As of Wednesday afternoon, New York’s vaccination progress is as follows:
- Total doses administered – 17,854,772
- Total doses administered over past 24 hours – 109,748
- Total doses administered over past 7 days – 800,437
- Percent of New Yorkers ages 18 and older with at least one vaccine dose – 62.2%
- Percent of New Yorkers ages 18 and older with completed vaccine series – 53.0%
- Percent of all New Yorkers with at least one vaccine dose – 50.5%
- Percent of all New Yorkers with completed vaccine series – 42.5%
According to the CDC, if you’ve been fully vaccinated:
- You can resume activities that you did prior to the pandemic.
- You can resume activities without wearing a mask or staying 6 feet apart, except where required by federal, state, local, tribal, or territorial laws, rules, and regulations, including local business and workplace guidance.
- If you travel in the United States, you do not need to get tested before or after travel or self-quarantine after travel.
- You need to pay close attention to the situation at your international destination before traveling outside the United States.

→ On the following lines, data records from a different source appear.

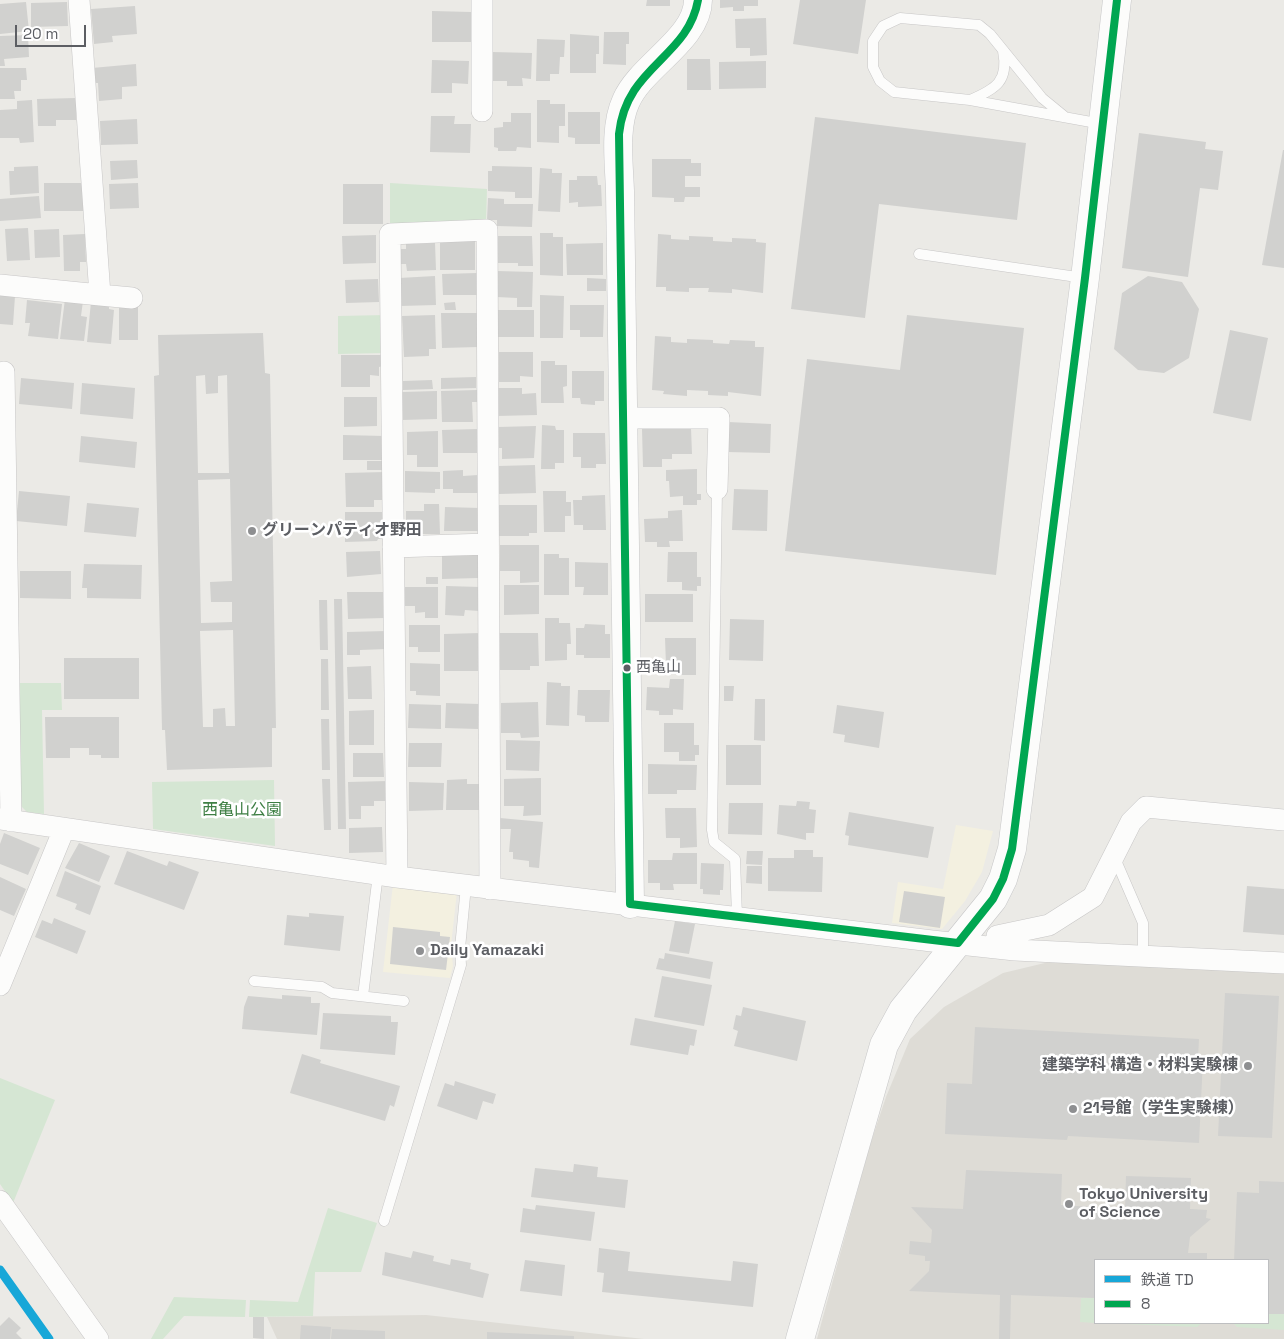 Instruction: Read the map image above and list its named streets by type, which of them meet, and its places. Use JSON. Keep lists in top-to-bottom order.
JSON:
{
  "parks": ["西亀山公園"],
  "places": [
    "グリーンパティオ野田",
    "西亀山",
    "Daily Yamazaki",
    "建築学科 構造・材料実験棟",
    "21号館（学生実験棟）",
    "Tokyo University of Science"
  ],
  "lines": ["transit line 8", "rail line TD"],
  "legend": ["鉄道 TD", "8"],
  "scale_bar": "20 m"
} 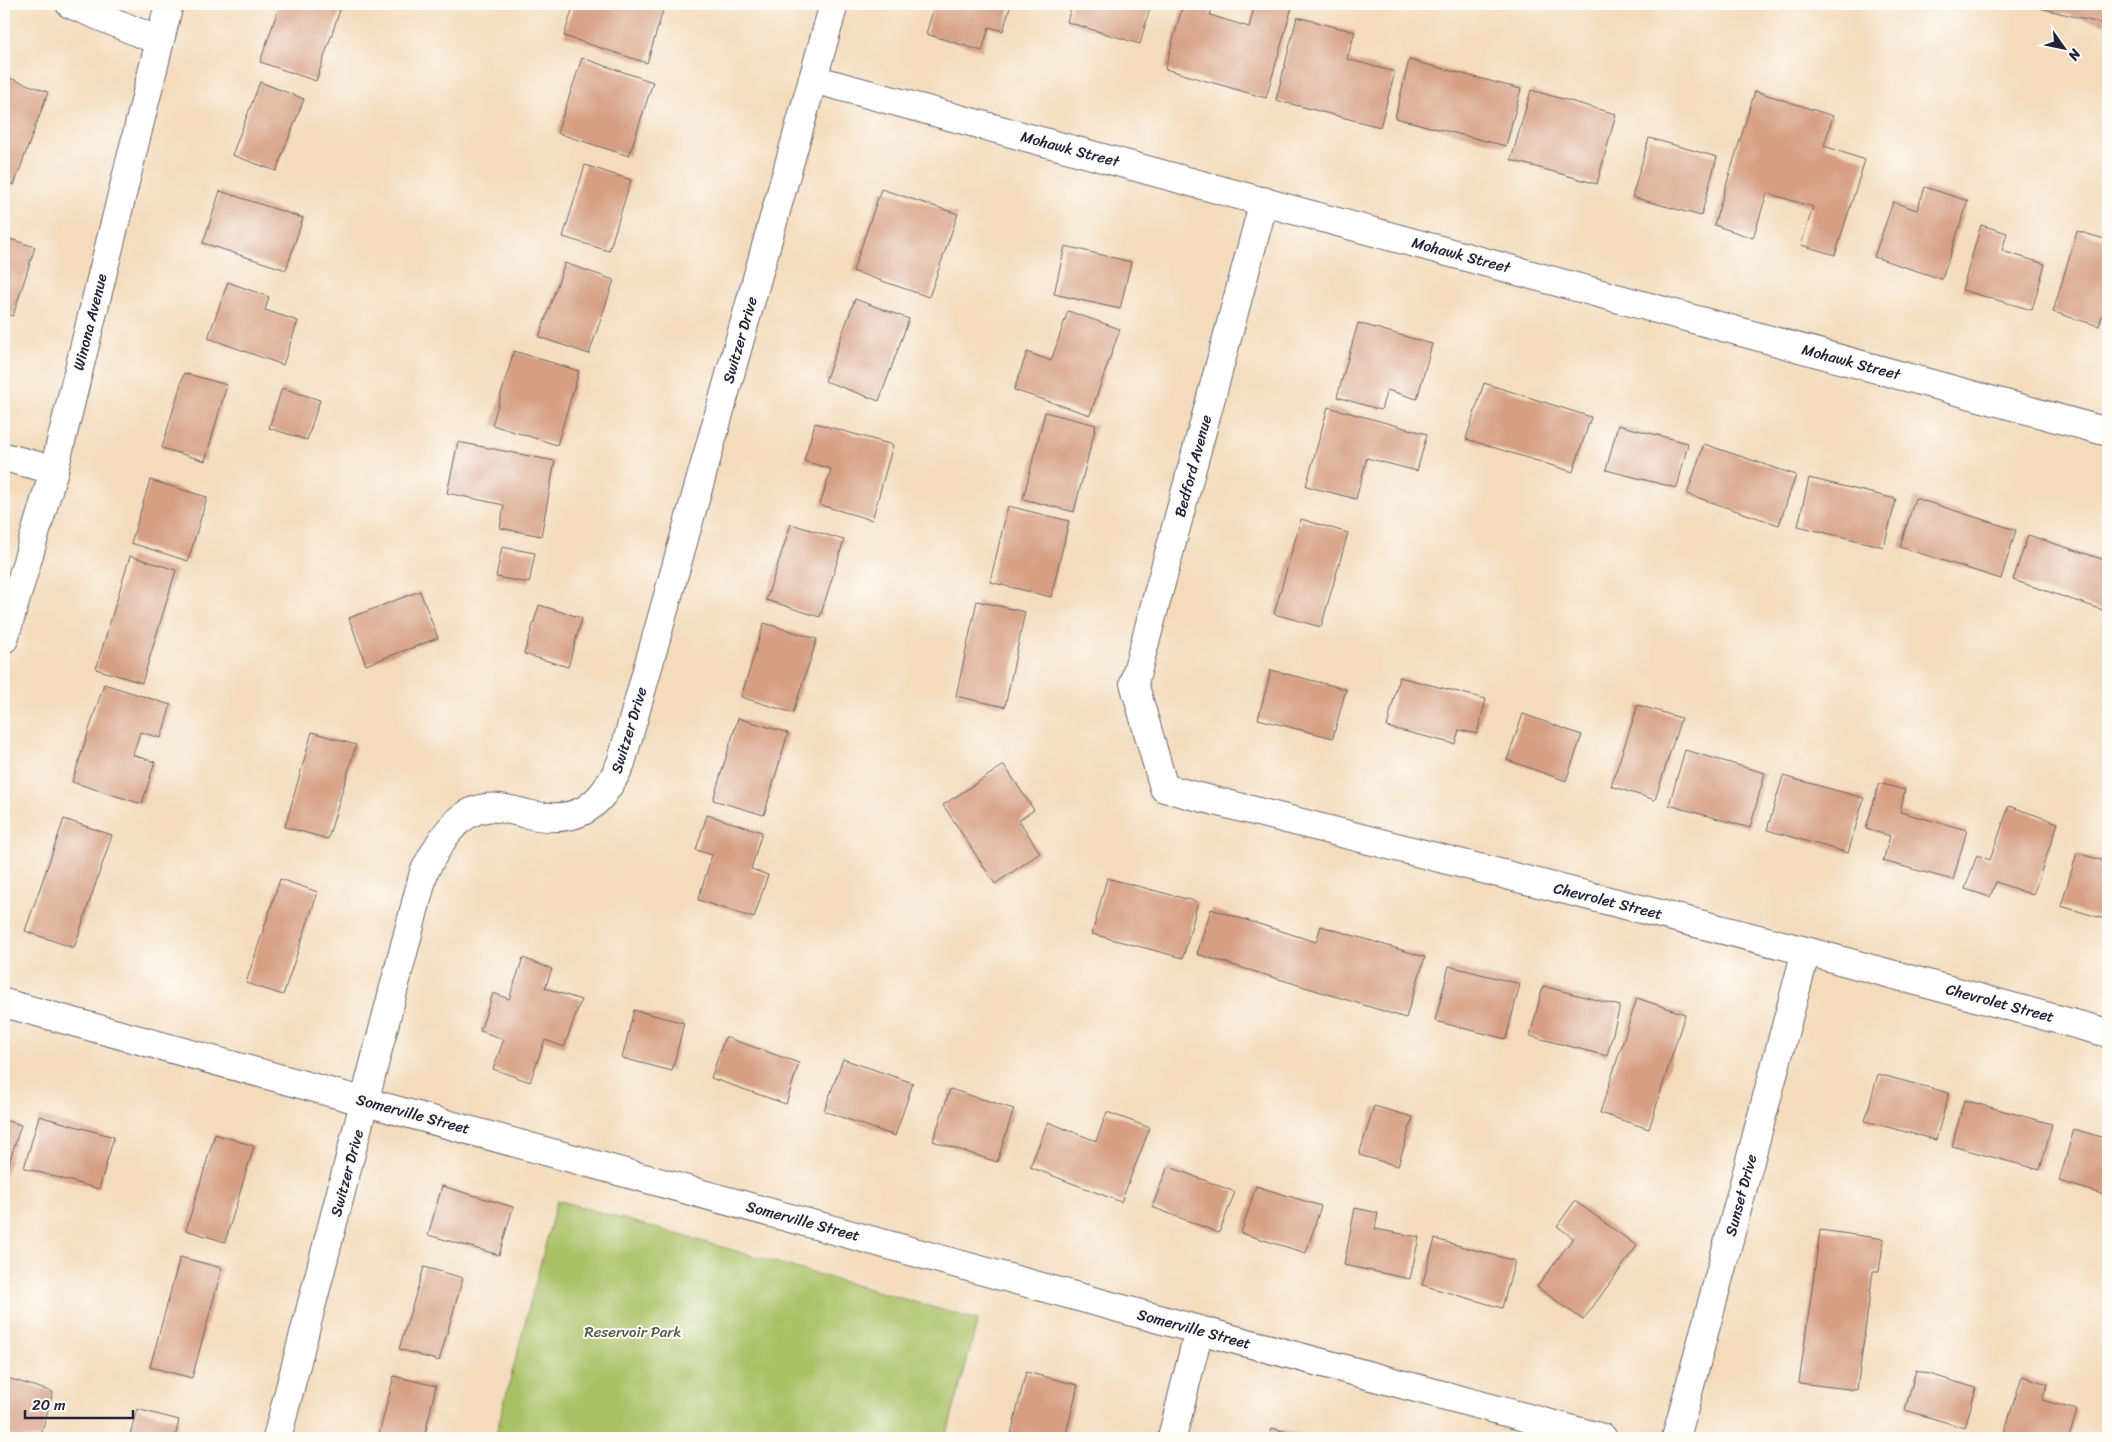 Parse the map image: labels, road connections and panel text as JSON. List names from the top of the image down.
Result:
{
  "streets": {
    "street": [
      "Mohawk Street",
      "Winona Avenue",
      "Switzer Drive",
      "Bedford Avenue",
      "Chevrolet Street",
      "Somerville Street",
      "Sunset Drive"
    ]
  },
  "crossings": [
    ["Mohawk Street", "Switzer Drive"],
    ["Mohawk Street", "Bedford Avenue"],
    ["Switzer Drive", "Somerville Street"],
    ["Bedford Avenue", "Chevrolet Street"],
    ["Chevrolet Street", "Sunset Drive"]
  ],
  "parks": ["Reservoir Park"],
  "scale_bar": "20 m",
  "north": "bottom right"
} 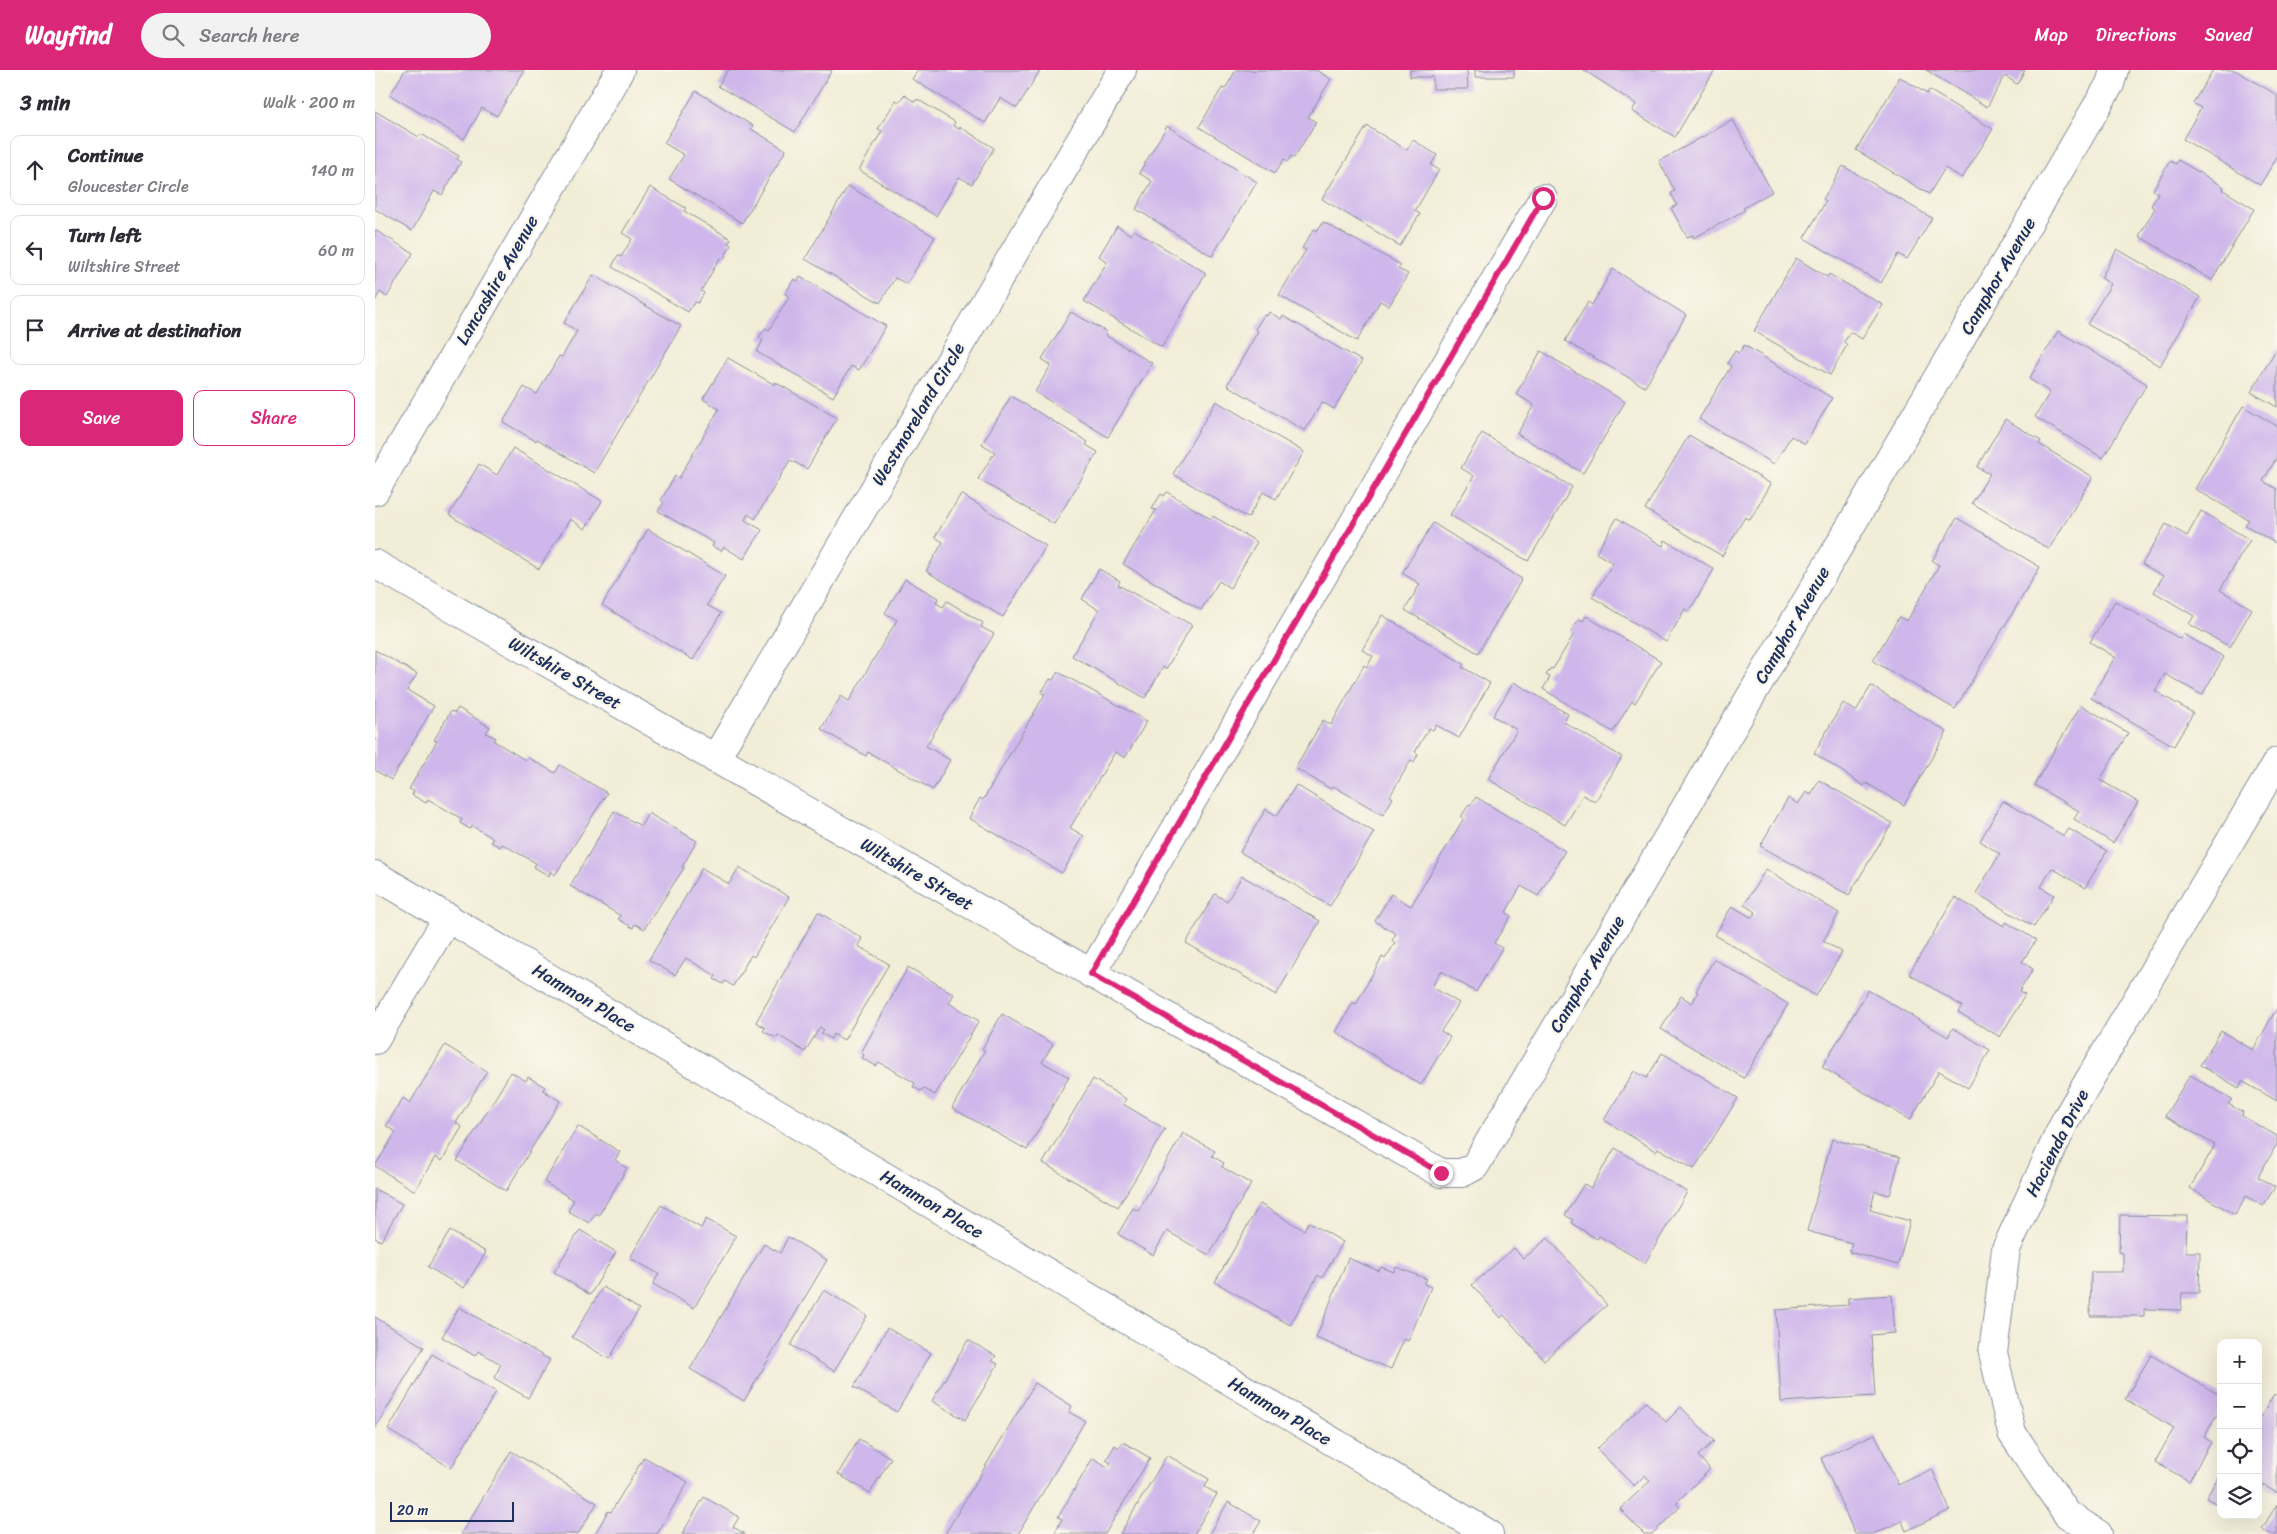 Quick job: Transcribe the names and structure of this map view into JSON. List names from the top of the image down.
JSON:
{
  "streets": {
    "street": [
      "Camphor Avenue",
      "Lancashire Avenue",
      "Westmoreland Circle",
      "Wiltshire Street",
      "Hammon Place",
      "Hacienda Drive"
    ]
  },
  "crossings": [
    ["Camphor Avenue", "Wiltshire Street"],
    ["Westmoreland Circle", "Wiltshire Street"]
  ],
  "scale_bar": "20 m",
  "page": {
    "header": "Wayfind",
    "search": "Search here",
    "nav": ["Map", "Directions", "Saved"],
    "heading": ["3 min", "Walk · 200 m"],
    "list": [
      ["Continue", "Gloucester Circle", "140 m"],
      ["Turn left", "Wiltshire Street", "60 m"],
      "Arrive at destination"
    ],
    "buttons": ["Save", "Share"],
    "map_buttons": ["+", "−"],
    "scale": "20 m"
  }
}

- You do NOT need to get tested before leaving the United States unless your destination requires it.
- You still need to show a negative test result or documentation of recovery from COVID-19 before boarding an international flight to the United States.
- You should still get tested 3-5 days after international travel.
- You do NOT need to self-quarantine after arriving in the United States.
- If you’ve been around someone who has COVID-19, you do not need to stay away from others or get tested unless you have symptoms.
- However, if you live or work in a correctional or detention facility or a homeless shelter and are around someone who has COVID-19, you should still get tested, even if you don’t have symptoms.